◆ Exercise aim ◆
Within the data below, find the string "linecap" and return each line where it occurs.

[Start of Attachment]

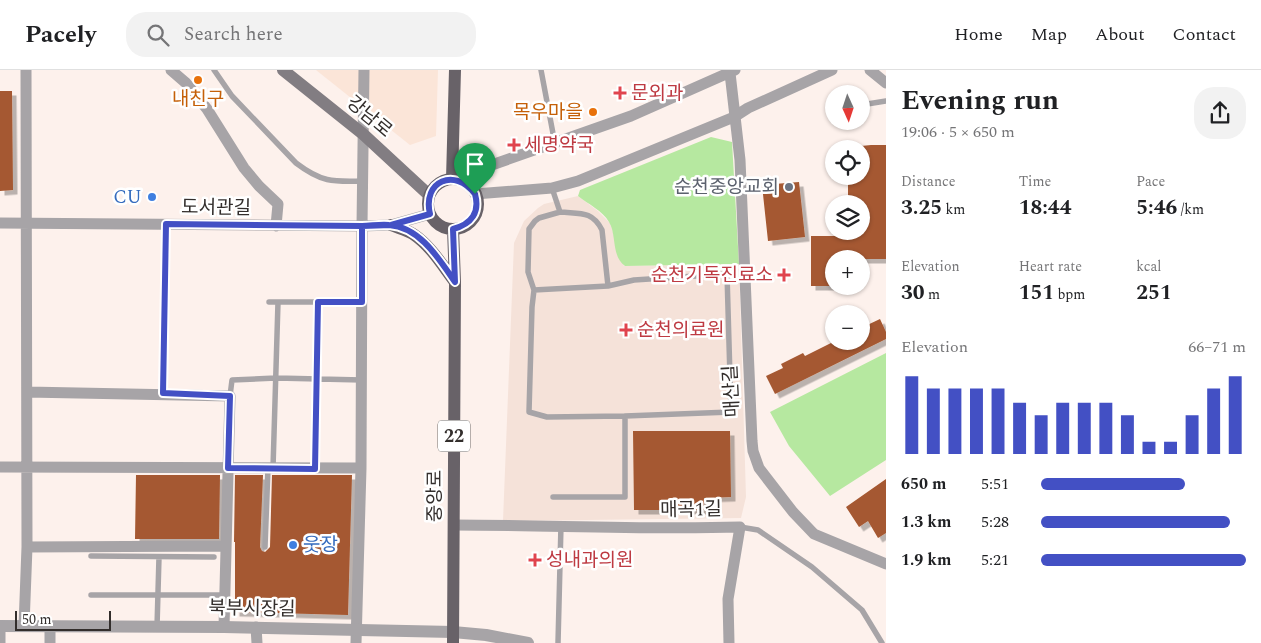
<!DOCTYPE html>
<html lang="en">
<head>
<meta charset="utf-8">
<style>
  :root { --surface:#fff; --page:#f2f2f2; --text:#202124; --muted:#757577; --line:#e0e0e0; --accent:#4350c4 }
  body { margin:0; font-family:Spectral,"Noto Sans KR",serif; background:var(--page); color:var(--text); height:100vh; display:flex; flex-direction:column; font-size:19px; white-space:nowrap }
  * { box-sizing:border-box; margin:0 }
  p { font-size:16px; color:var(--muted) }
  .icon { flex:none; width:28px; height:28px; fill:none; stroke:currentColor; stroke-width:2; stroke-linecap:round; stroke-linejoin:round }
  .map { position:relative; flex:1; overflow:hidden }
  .panel { display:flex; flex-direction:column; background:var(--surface); width:375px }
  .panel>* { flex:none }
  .needle { width:32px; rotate:177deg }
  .fabs { position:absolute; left:825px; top:15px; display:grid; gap:10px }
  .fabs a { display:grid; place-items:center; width:45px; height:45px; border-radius:50%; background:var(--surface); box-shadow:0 1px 4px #0004; font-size:25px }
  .scale { position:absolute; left:15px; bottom:12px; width:96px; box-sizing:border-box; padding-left:5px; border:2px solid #332e2c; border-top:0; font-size:14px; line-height:18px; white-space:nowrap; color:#332e2c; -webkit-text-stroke:4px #fff; paint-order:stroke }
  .pin { position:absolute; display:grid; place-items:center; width:42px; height:42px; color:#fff; margin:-51px -21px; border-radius:50% 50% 50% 0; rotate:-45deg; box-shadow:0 0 5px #0007 }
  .pin .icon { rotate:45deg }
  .round { display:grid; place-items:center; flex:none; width:52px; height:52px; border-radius:20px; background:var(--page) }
  .summary { display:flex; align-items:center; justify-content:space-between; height:85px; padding:0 15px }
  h1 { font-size:28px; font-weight:700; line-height:38px }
  .stats { display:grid; grid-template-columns:repeat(3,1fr); gap:8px; height:85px; padding:5px 15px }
  .stats div { display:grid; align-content:center }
  .stats b { font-size:21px; font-weight:700 }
  .stats small { font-size:14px; font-weight:400 }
  .stats p { font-size:14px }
  .chart { height:140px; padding:10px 15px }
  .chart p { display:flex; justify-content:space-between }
  .chart svg { width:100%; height:90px; margin-top:5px; stroke:var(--accent); stroke-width:6 }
  ul { padding:0 15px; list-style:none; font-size:16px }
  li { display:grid; grid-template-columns:80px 60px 1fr; align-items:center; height:38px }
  li i { height:12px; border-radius:6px; background:var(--accent) }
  header { display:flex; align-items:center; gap:30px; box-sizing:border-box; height:70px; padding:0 25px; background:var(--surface); border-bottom:1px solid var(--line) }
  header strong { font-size:24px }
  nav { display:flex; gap:28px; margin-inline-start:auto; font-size:18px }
  .search { width:350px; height:45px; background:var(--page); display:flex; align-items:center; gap:12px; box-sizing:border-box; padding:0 18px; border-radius:20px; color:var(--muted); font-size:19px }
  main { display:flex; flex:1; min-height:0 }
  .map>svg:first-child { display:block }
  .commercial { fill:#fbe5d8 }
  .built { fill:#f5e2d9 }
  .green { fill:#b6e8a0 }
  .building { fill:#a55830; filter:url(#shadow) }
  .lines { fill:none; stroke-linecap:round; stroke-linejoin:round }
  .service { stroke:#a7a4a7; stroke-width:5.5 }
  .minor { stroke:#a7a4a7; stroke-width:11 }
  .tertiary { stroke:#a7a4a7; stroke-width:12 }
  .secondary { stroke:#827d82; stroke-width:12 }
  .primary { stroke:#686268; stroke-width:12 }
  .route-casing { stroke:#fff; stroke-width:10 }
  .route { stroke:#4350c4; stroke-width:6 }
  .food-dot { fill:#e8710a; stroke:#fff; stroke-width:2 }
  .health-dot { fill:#e0444e; stroke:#fff; stroke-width:2 }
  .worship-dot { fill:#6b7280; stroke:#fff; stroke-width:2 }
  .shop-dot { fill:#3f7fe0; stroke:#fff; stroke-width:2 }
  .labels { text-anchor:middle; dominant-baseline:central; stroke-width:5; stroke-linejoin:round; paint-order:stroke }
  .shield { fill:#fff; stroke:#706d6b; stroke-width:1 }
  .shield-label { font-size:18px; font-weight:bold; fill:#332e2c }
  .health-label { font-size:19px; fill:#be3a42; stroke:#fff; text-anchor:start }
  .food-label { font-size:19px; fill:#c56008; stroke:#fff }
  .street-label { font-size:19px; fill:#332e2c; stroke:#fff }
  .worship-label { font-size:19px; fill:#5b616d; stroke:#fff; text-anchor:end }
  .shop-label { font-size:19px; fill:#366cbe; stroke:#fff; text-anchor:end }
</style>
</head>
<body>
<header>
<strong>Pacely</strong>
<div class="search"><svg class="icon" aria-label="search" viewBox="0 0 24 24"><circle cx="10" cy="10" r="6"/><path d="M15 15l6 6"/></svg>Search here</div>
<nav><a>Home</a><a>Map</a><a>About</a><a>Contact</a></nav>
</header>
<main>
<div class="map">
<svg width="886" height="573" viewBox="0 0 886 573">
  <defs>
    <filter id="shadow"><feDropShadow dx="4.5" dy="4.5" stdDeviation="0" flood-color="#0004"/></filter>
  </defs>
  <rect width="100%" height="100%" fill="#fdf1ec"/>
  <path class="commercial" d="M316,0H438L436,66L410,75Z"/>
  <path class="built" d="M578,126L598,141L610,153L624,196L739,194L746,427L741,448L503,451L514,173L524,151L538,138L544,134Z"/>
  <path class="green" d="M711,67L732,72L739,194L625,196C611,186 617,165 609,152C603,141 588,134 578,126L580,120Z
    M886,283V390L830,426L789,376L770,342Z"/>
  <path class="building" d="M0,21H12L13,120L0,121Z
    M871,75H886V189H834V216H811V166H848V161H861V134H848V106H861V76Z
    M799,112L805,167L768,171L762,115Z
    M880,249L886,262V269L775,324L766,306L783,298L781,294L803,283L805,286L835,271H861V258Z
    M633,361H730L731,427L704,428V440H634Z
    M136,405H220L219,469H135Z
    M235,405H263L260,477L262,481L265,482L270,477L272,405H352L348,545L235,542V472H234Z
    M886,409V463L878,468L868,451L859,457L846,437Z"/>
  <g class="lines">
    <path class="service" d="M214,0L232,26L296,93C321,112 332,112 362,111
      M541,0L555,74
      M861,35L886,31
      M552,118L560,142L539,148L535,151L529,159L528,202L534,220L608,216L602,160C592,140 579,144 560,142
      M608,216L634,210L727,204L731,342L625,346
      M534,220L532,237L529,342L547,347L625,346V427H553
      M269,232H362
      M163,323L166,154
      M230,326L232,310L276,308L362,310
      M273,398L278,232
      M315,399L318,232
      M740,457L758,460L812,497L862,540L882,573
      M265,477L268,398
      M91,486L214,487
      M91,525H225
      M157,557L159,487
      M558,573L561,455"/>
    <path class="minor" d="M171,0L186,13L207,39L244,98L259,116L278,134L276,156
      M870,0L886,13
      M730,3L740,90L752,371L753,381L759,398L793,442L814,464L886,494
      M461,110L486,97L631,46L735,0
      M475,124L552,118L578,111L734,47L748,38L832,0
      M0,153L362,156L391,155L430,144
      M27,322L230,326L224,557
      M0,397L361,398
      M454,455C549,455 645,460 740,457L728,529L729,573
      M27,477L226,476
      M24,556L27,477L26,0
      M50,556V573
      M256,557L257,573
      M0,573V556
      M356,573L361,398L362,156L364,0"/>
    <path class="tertiary" d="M0,556L224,557L453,562L486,565L528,573"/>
    <path class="secondary" d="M283,0L363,64L429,125"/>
    <path class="primary" d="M452,109L455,0
      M428 134a25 25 0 1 1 50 0a25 25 0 1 1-50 0Z
      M391,155C398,158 407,160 413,164C431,176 442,195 455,212
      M453,573L455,212L453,159"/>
  </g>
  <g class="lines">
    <g class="route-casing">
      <path id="route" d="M475,124C455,97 422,111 430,144L391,155L362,156L166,154L163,323L230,326L228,398L315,399L318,232H362V156C371,156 380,154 389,155C420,157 439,189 455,212L453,159C472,154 480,142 475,124"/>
    </g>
    <use href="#route" class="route"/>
  </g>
  <g class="food-dot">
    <circle cx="198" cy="10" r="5"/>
    <circle cx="593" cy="42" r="5"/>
  </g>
  <g class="health-dot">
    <path d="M617.5 15.5h5v5h5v5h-5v5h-5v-5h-5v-5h5z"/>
    <path d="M511.5 67.5h5v5h5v5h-5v5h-5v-5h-5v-5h5z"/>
    <path d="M781.5 197.5h5v5h5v5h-5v5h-5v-5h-5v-5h5z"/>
    <path d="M623.5 252.5h5v5h5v5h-5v5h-5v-5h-5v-5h5z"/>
    <path d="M532.5 482.5h5v5h5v5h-5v5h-5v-5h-5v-5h5z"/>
  </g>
  <circle class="worship-dot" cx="789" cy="117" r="5"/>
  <g class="shop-dot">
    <circle cx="152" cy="127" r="5"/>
    <circle cx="293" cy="475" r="5"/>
  </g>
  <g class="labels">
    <rect class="shield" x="438" y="350.5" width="32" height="31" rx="4"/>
    <g class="shield-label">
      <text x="454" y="366">22</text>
    </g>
    <g class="health-label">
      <text x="631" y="23">문외과</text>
      <text x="524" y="75">세명약국</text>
      <text x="773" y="205" text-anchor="end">순천기독진료소</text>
      <text x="637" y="260">순천의료원</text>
      <text x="546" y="490">성내과의원</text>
    </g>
    <g class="food-label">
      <text x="198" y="29">내친구</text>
      <text x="583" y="42" text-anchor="end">목우마을</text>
    </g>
    <g class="street-label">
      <text transform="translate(369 47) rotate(40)">강남로</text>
      <text transform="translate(216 138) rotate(1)">도서관길</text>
      <text transform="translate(732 321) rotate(-93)">매산길</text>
      <text transform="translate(435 426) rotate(-90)">중앙로</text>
      <text transform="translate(691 440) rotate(-1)">매곡1길</text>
      <text transform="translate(252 539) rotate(1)">북부시장길</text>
    </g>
    <g class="worship-label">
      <text x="779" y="117">순천중앙교회</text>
    </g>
    <g class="shop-label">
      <text x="142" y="127">CU</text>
      <text x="303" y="475" text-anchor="start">웃장</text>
    </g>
  </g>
</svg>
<div class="fabs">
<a><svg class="needle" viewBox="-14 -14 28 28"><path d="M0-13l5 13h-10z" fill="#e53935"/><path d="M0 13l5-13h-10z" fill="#757577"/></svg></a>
<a><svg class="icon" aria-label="locate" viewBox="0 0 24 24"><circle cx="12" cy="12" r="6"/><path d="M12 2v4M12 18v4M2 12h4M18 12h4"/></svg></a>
<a><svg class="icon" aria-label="layers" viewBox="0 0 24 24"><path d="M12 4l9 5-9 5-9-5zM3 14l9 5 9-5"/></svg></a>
<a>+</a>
<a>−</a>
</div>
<div class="scale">50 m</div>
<div class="pin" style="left:475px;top:124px;background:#1e9e55"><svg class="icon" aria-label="arrive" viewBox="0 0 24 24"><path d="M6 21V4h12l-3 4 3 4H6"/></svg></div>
</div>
<section class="panel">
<div class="summary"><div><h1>Evening run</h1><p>19:06 · 5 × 650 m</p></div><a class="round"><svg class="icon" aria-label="share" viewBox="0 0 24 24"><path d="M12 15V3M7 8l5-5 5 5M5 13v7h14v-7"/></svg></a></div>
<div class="stats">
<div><p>Distance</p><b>3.25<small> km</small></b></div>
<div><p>Time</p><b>18:44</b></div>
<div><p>Pace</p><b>5:46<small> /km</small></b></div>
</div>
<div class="stats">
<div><p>Elevation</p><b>30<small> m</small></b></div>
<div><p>Heart rate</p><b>151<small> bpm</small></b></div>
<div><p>kcal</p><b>251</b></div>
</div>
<div class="chart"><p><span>Elevation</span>66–71 m</p>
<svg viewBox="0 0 160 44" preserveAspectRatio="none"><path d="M5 44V6M15 44V12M25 44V12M35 44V12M45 44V12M55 44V19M65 44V25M75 44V19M85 44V19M95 44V19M105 44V25M115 44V38M125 44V38M135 44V25M145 44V12M155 44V6"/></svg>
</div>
<ul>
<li><b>650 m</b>5:51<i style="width:70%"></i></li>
<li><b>1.3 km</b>5:28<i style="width:92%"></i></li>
<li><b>1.9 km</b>5:21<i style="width:100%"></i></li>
</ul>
</section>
</main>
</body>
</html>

[End of Attachment]

◆ Expected output ◆
  .icon { flex:none; width:28px; height:28px; fill:none; stroke:currentColor; stroke-width:2; stroke-linecap:round; stroke-linejoin:round }
  .lines { fill:none; stroke-linecap:round; stroke-linejoin:round }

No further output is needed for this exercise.